My Quarter Year Crisis-Getting Back on Track


One quarter of 2013 is over.  I think March was my Quarter Year Crisis month.  I didn’t balance my checkbook once. Not only did I not balance it, I didn’t input my purchases.  I haven’t behaved that way in five or six years.  Usually updating the checkbook and making sure everything balances is my way of feeling in control and that all is right, at least in my little world.

My eating was out of control (darn my favorite cupcake place opening in my town!!!) and  cleaning was sporadic.  I think I was throwing a grown-up temper tantrum.  Tired of being the responsible one. Tired of being the one who takes care of all of the finances, cleaning, calendar, communication, kids activities, social obligations, etc.
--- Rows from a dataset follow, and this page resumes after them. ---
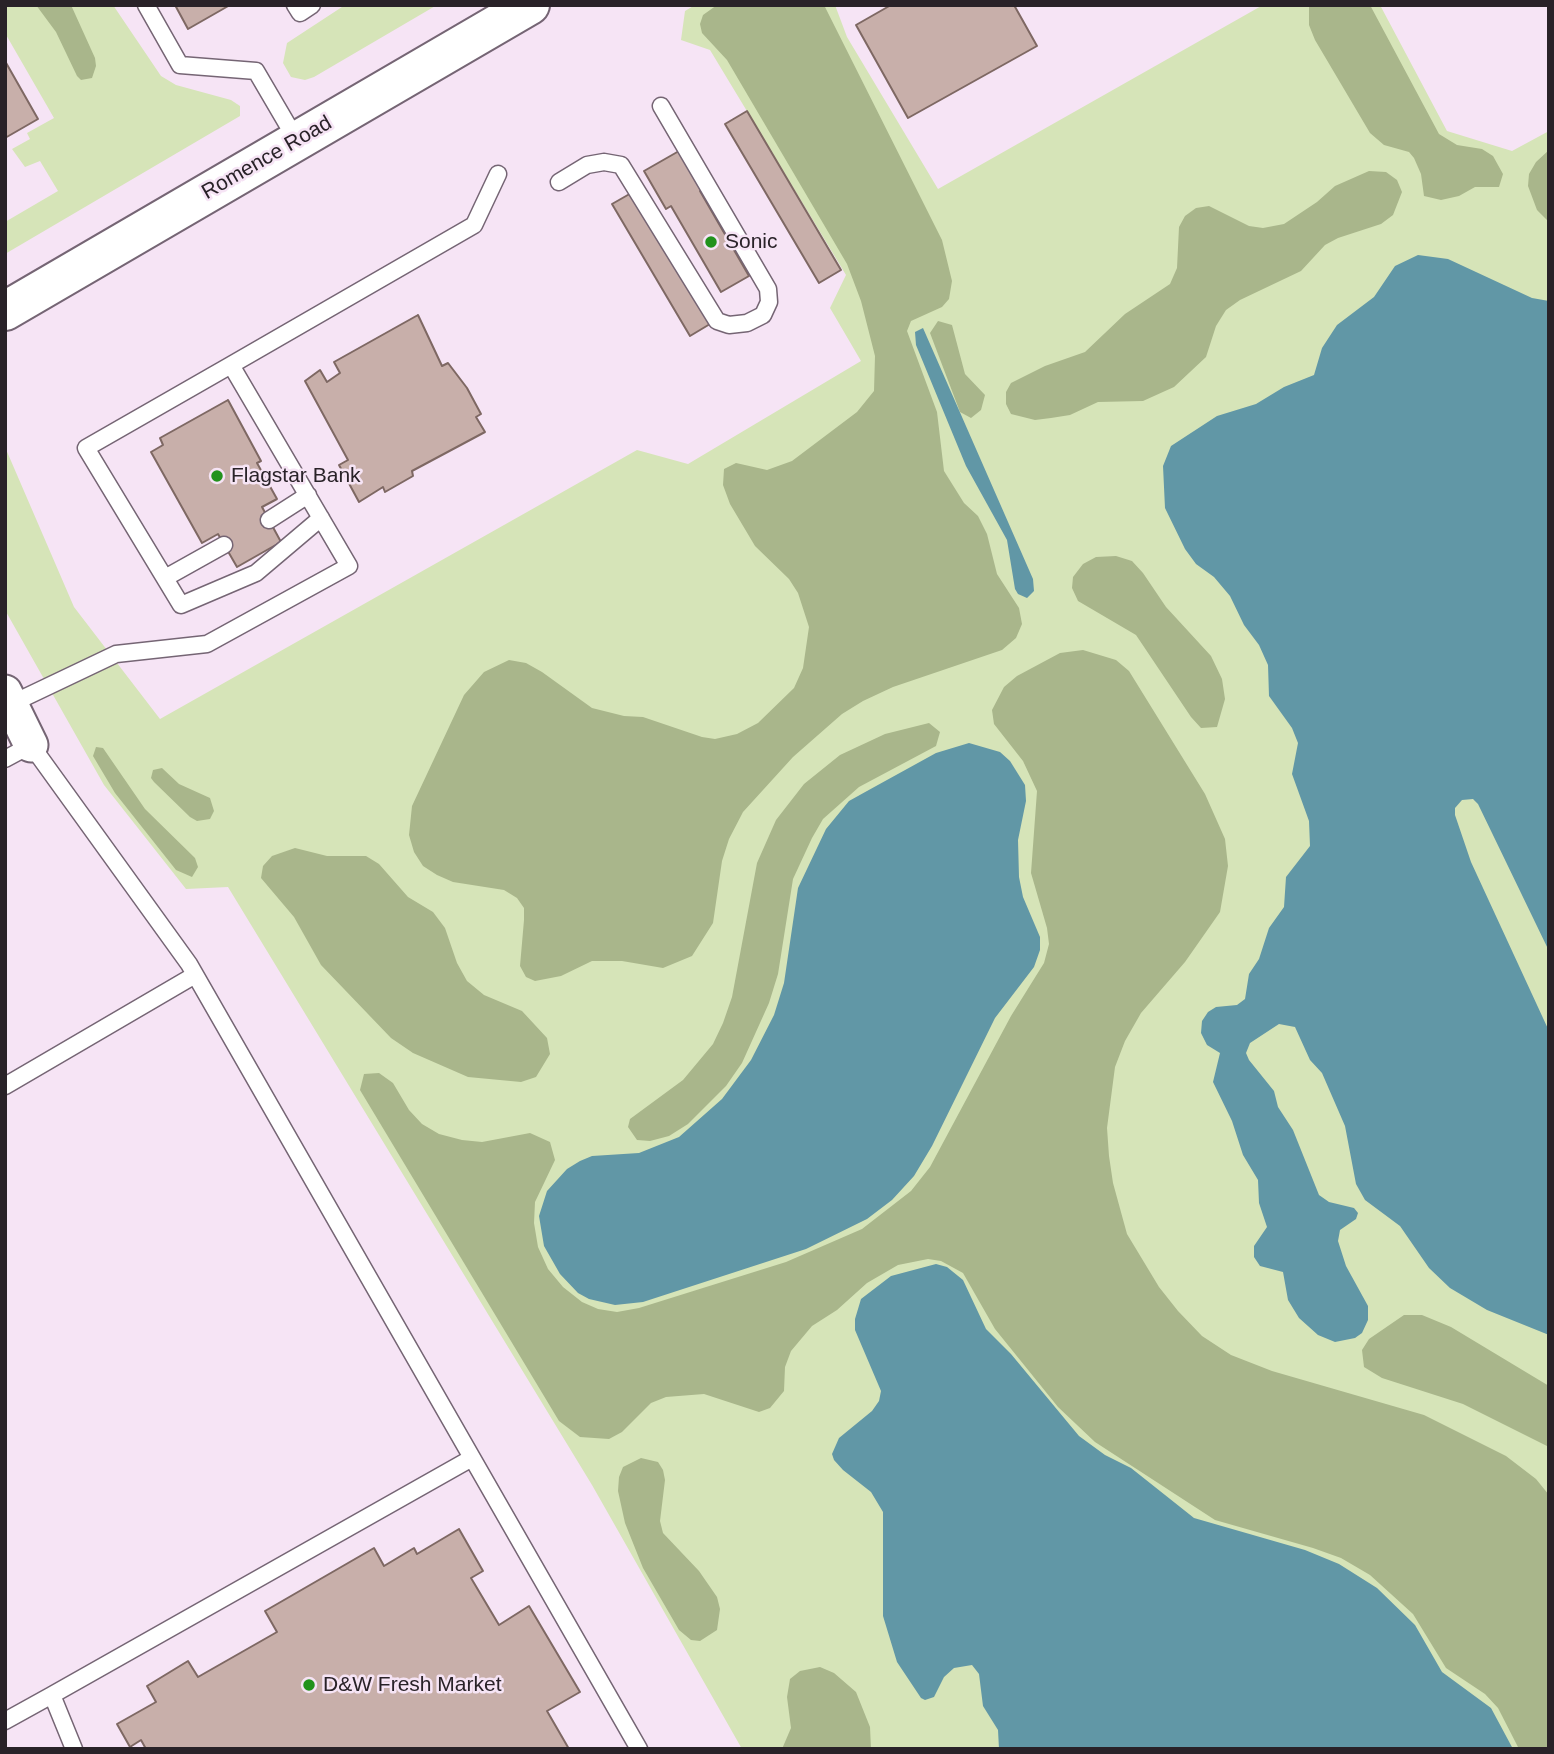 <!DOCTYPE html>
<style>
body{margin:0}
#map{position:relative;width:1554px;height:1754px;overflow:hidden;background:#f6e4f5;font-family:Helvetica,sans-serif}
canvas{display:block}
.frame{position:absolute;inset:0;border:7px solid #292228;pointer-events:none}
</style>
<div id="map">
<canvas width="1554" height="1754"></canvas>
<div class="frame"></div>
</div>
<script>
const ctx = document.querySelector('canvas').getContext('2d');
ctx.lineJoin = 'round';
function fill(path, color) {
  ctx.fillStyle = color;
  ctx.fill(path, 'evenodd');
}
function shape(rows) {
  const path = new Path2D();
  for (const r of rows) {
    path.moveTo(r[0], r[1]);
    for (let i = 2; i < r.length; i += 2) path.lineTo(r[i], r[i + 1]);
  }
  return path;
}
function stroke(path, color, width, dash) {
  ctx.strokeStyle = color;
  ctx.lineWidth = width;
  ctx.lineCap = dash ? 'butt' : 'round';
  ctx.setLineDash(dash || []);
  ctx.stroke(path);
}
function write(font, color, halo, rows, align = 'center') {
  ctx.font = font + ' Helvetica,sans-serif';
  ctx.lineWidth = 5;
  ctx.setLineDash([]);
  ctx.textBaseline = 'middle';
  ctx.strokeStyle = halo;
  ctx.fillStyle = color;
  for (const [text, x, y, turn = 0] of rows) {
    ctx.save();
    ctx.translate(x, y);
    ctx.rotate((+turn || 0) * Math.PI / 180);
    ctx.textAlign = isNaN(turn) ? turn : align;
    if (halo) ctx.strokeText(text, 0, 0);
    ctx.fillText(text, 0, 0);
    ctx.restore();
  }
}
fill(shape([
 [5,5,113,5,161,76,176,85,231,100,240,106,240,116,5,254,5,222,58,191,40,161,25,167,12,149,30,139,27,133,54,118,5,33],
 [345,5,437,5,314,77,305,80,291,77,283,63,287,43],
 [695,5,835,5,847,37,938,189,1263,5,1380,5,1447,131,1512,151,1549,131,1549,1749,742,1749,592,1485,228,887,186,889,104,785,5,610,5,447,74,607,160,719,637,450,688,464,861,361,830,308,846,275,710,50,681,40,685,11]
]), '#d6e4b8');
fill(shape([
 [36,5,71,5,95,58,96,66,92,78,81,80,77,76,56,32],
 [717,5,824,5,942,240,952,281,949,299,942,307,911,321,907,331,937,412,944,471,964,503,978,516,987,534,997,574,1019,608,1022,624,1016,638,1002,650,893,687,863,701,842,714,793,757,743,812,729,839,722,861,713,923,692,956,663,968,622,961,592,961,561,976,535,981,526,977,520,966,524,920,524,908,517,898,504,890,453,882,437,875,423,866,414,852,409,835,412,806,464,695,484,672,509,660,526,663,542,672,592,708,624,716,643,717,702,737,715,739,737,734,758,723,794,688,803,668,809,627,798,593,789,579,755,546,730,504,723,485,724,469,736,463,767,470,792,461,857,412,874,391,875,356,861,301,847,264,727,60,702,33,700,24,703,15],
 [1309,5,1370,5,1439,134,1457,145,1482,149,1493,156,1503,174,1499,187,1475,187,1459,196,1441,200,1424,196,1421,174,1414,158,1409,152,1384,145,1370,133,1315,40,1309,25],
 [1549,150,1549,222,1537,210,1528,186,1529,174,1536,162],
 [1369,171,1386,172,1397,180,1402,192,1393,215,1381,224,1338,238,1325,245,1301,271,1240,300,1226,310,1216,326,1206,357,1174,387,1143,401,1098,402,1070,415,1051,418,1035,420,1011,414,1006,404,1006,392,1011,383,1045,366,1085,352,1125,314,1170,284,1177,268,1179,227,1185,216,1196,208,1209,206,1249,226,1263,228,1284,224,1317,202,1335,186],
 [938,321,952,325,965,374,985,395,981,410,971,418,960,412,930,333],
 [1116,556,1132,561,1143,573,1166,607,1211,656,1222,679,1225,699,1217,727,1201,728,1191,717,1136,635,1078,601,1072,588,1073,577,1083,564,1096,557],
 [1083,650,1116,660,1129,671,1205,794,1225,839,1228,866,1220,912,1185,962,1141,1013,1125,1041,1115,1067,1107,1128,1109,1156,1113,1183,1127,1234,1159,1287,1178,1311,1202,1336,1231,1355,1272,1371,1424,1415,1506,1456,1536,1479,1549,1495,1549,1749,1519,1749,1498,1708,1485,1694,1446,1668,1413,1614,1370,1575,1341,1558,1313,1548,1215,1520,1095,1442,1058,1407,995,1329,963,1273,941,1261,928,1259,898,1265,867,1283,837,1310,812,1326,791,1351,785,1367,784,1391,770,1408,759,1412,704,1394,666,1397,651,1403,622,1432,609,1439,580,1437,559,1421,360,1090,364,1074,379,1073,393,1083,409,1110,422,1124,439,1134,462,1140,482,1142,530,1133,550,1142,555,1160,535,1202,534,1223,538,1247,548,1269,563,1287,582,1302,598,1309,617,1312,639,1308,786,1262,862,1229,911,1191,930,1167,1011,1016,1044,963,1049,944,1047,928,1031,873,1037,791,1023,761,994,724,992,710,1004,687,1017,676,1060,653],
 [929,723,940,732,936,746,859,787,823,819,812,838,793,879,778,974,769,1003,742,1063,726,1086,688,1124,669,1136,650,1141,637,1140,628,1127,630,1119,683,1080,713,1044,723,1023,732,997,757,863,776,820,804,784,840,755,885,734],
 [96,747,103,748,145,809,195,858,198,867,192,877,176,870,115,793,93,756],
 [162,768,179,784,210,798,214,811,210,819,197,821,190,817,154,782,151,778,153,770],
 [295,848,327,856,366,856,379,864,408,897,433,912,445,928,457,963,467,981,484,995,522,1011,547,1038,550,1054,536,1077,521,1082,468,1077,413,1053,391,1038,321,965,294,917,261,878,263,866,272,856],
 [1404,1315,1422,1315,1451,1327,1549,1386,1549,1447,1463,1404,1382,1378,1364,1367,1362,1350,1369,1339],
 [641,1458,658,1462,663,1470,665,1480,660,1521,663,1533,699,1571,717,1597,720,1609,717,1630,700,1641,691,1640,679,1630,643,1568,625,1523,618,1491,619,1477,623,1467],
 [820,1667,834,1673,856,1692,870,1727,871,1749,782,1749,791,1728,787,1697,790,1679,800,1671]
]), '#a9b68b');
fill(shape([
 [1418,255,1448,259,1532,298,1549,301,1549,951,1478,804,1473,799,1462,800,1455,808,1455,815,1471,862,1549,1031,1549,1335,1487,1310,1450,1288,1429,1268,1400,1226,1365,1200,1356,1184,1345,1126,1322,1073,1310,1060,1295,1027,1279,1024,1250,1043,1246,1053,1249,1060,1274,1091,1278,1107,1293,1130,1319,1195,1329,1202,1354,1208,1358,1213,1356,1219,1340,1230,1338,1241,1346,1266,1368,1306,1368,1320,1362,1333,1355,1338,1335,1342,1318,1335,1299,1318,1288,1300,1283,1272,1260,1266,1254,1257,1254,1246,1267,1227,1259,1203,1258,1180,1243,1155,1232,1121,1213,1082,1220,1053,1207,1045,1201,1033,1202,1021,1208,1012,1216,1007,1237,1005,1245,999,1249,974,1259,959,1269,928,1284,907,1286,877,1310,846,1309,821,1292,774,1298,743,1292,728,1269,696,1268,665,1259,645,1244,625,1230,596,1214,577,1196,564,1185,549,1165,508,1163,466,1171,446,1217,416,1256,404,1284,387,1314,375,1322,348,1337,325,1374,297,1395,266],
 [923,328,1033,579,1034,591,1027,598,1018,594,1015,589,1007,540,966,466,916,345,915,332],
 [969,743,1000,752,1010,761,1025,785,1026,801,1018,840,1019,877,1023,897,1040,937,1040,950,1034,967,995,1018,932,1146,914,1176,892,1200,867,1219,806,1249,643,1302,615,1305,589,1299,578,1293,560,1274,544,1246,539,1216,547,1191,567,1169,580,1161,592,1156,639,1153,679,1137,722,1099,751,1060,774,1015,784,983,798,888,826,829,849,801,867,791,936,753],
 [936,1264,947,1267,963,1280,986,1329,1011,1354,1079,1436,1105,1455,1131,1468,1194,1518,1305,1550,1339,1564,1377,1588,1415,1625,1442,1672,1491,1708,1513,1749,999,1749,998,1730,983,1706,979,1674,972,1665,954,1668,944,1677,934,1697,925,1700,921,1698,897,1662,883,1616,883,1512,871,1492,843,1470,834,1460,832,1454,839,1438,872,1411,879,1401,881,1391,855,1330,855,1319,861,1299,891,1276]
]), '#6197a6');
const building = shape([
 [175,5,230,5,188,29,175,5],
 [891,5,1014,5,1037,46,908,118,856,25,891,5],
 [5,61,38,119,5,138,5,61],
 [747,111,841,270,819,283,725,124,747,111],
 [679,151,705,188,700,191,749,276,721,292,671,206,666,209,644,171,679,151],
 [633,192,710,324,690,336,612,204,633,192],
 [418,315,442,366,448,363,467,388,481,414,476,417,485,432,412,471,413,476,385,492,383,487,359,502,339,465,348,460,305,381,320,370,327,382,340,373,334,362,418,315],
 [228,400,261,461,257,463,277,499,262,507,281,542,237,567,218,534,202,543,151,452,163,445,160,438,228,400],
 [459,1529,483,1571,471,1578,499,1625,529,1606,580,1692,547,1711,569,1749,146,1749,141,1740,130,1747,117,1724,156,1702,147,1686,188,1661,198,1677,277,1632,265,1611,374,1548,384,1566,414,1548,417,1554,459,1529]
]);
fill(building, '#c8afaa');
stroke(building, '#7e6863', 2);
const service = shape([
 [146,5,180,65,256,71,297,141],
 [295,5,300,13,312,5],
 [559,182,587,165,604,162,621,165,717,321,729,325,747,323,763,315,769,302,768,289,661,106],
 [231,365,86,448,181,605,256,573,321,518],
 [269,520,308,495],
 [165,578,224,545],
 [11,704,116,654,207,644,349,566,231,365,474,225,498,174],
 [5,759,31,745,189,964,639,1749],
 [5,1086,195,975],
 [5,1721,52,1695],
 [74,1749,52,1695,472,1458]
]);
const minor = shape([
 [5,692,31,745]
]);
const tertiary = shape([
 [5,311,530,5]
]);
stroke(service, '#756574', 19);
stroke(minor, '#756574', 37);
stroke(tertiary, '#756574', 42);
stroke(service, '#fff', 16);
stroke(minor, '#fff', 33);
stroke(tertiary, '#fff', 38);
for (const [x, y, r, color] of [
 [711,242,7,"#22921c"],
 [217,476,7,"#22921c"],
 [309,1685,7,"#22921c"]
]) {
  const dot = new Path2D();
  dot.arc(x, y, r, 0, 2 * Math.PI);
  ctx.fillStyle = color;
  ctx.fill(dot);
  stroke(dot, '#f6e4f5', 2.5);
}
write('21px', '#292228', '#f6e4f5', [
 ["Romence Road",267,158,-30]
]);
write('21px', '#292228', '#f6e4f5', [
 ["Sonic",725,242],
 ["Flagstar Bank",231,476],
 ["D&W Fresh Market",323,1685]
], 'left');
</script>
Luckily I still held on to some 2013 habits. I’m caught up on my Bible reading and here I am doing my own writing even though I contemplated posting other people’s blogs while the kids are out of school for two weeks.

So it’s a new month, and new quarter, a new start.
What are my goals for April:
  • Keep up with Bible reading
  • Keep up with writing
  • Exercise 3x a week
  • Make April’s budget and keep up with checkbook
  • Date Night
  • Clean out house for friend’s garage sale for Kenya Mission Trip (I am never motivated to clean unless there’s a good reason!)


What do I need to do to get back on track:
  • LOOK at my goals daily
  • Hang my progress chart so I can fill in the boxes daily (remember that low tech chart paper I used to track my progress for January? I took it down for a talk and never put one back up. Bad news!)
  • Share my goals with my accountability partner
  • Scrap the month of March in the checkbook and just start over for April.
  • Use the cash envelope system (sure cuts down on inputting all those food transactions!)


ARE YOU AT A POINT WHERE YOU NEED TO GET BACK ON TRACK? WHAT DO YOU NEED TO MEET YOUR GOALS THIS MONTH? 

Feel free to post in the comment section below. It’s amazing what putting your goals down into writing can do to help you stay on track.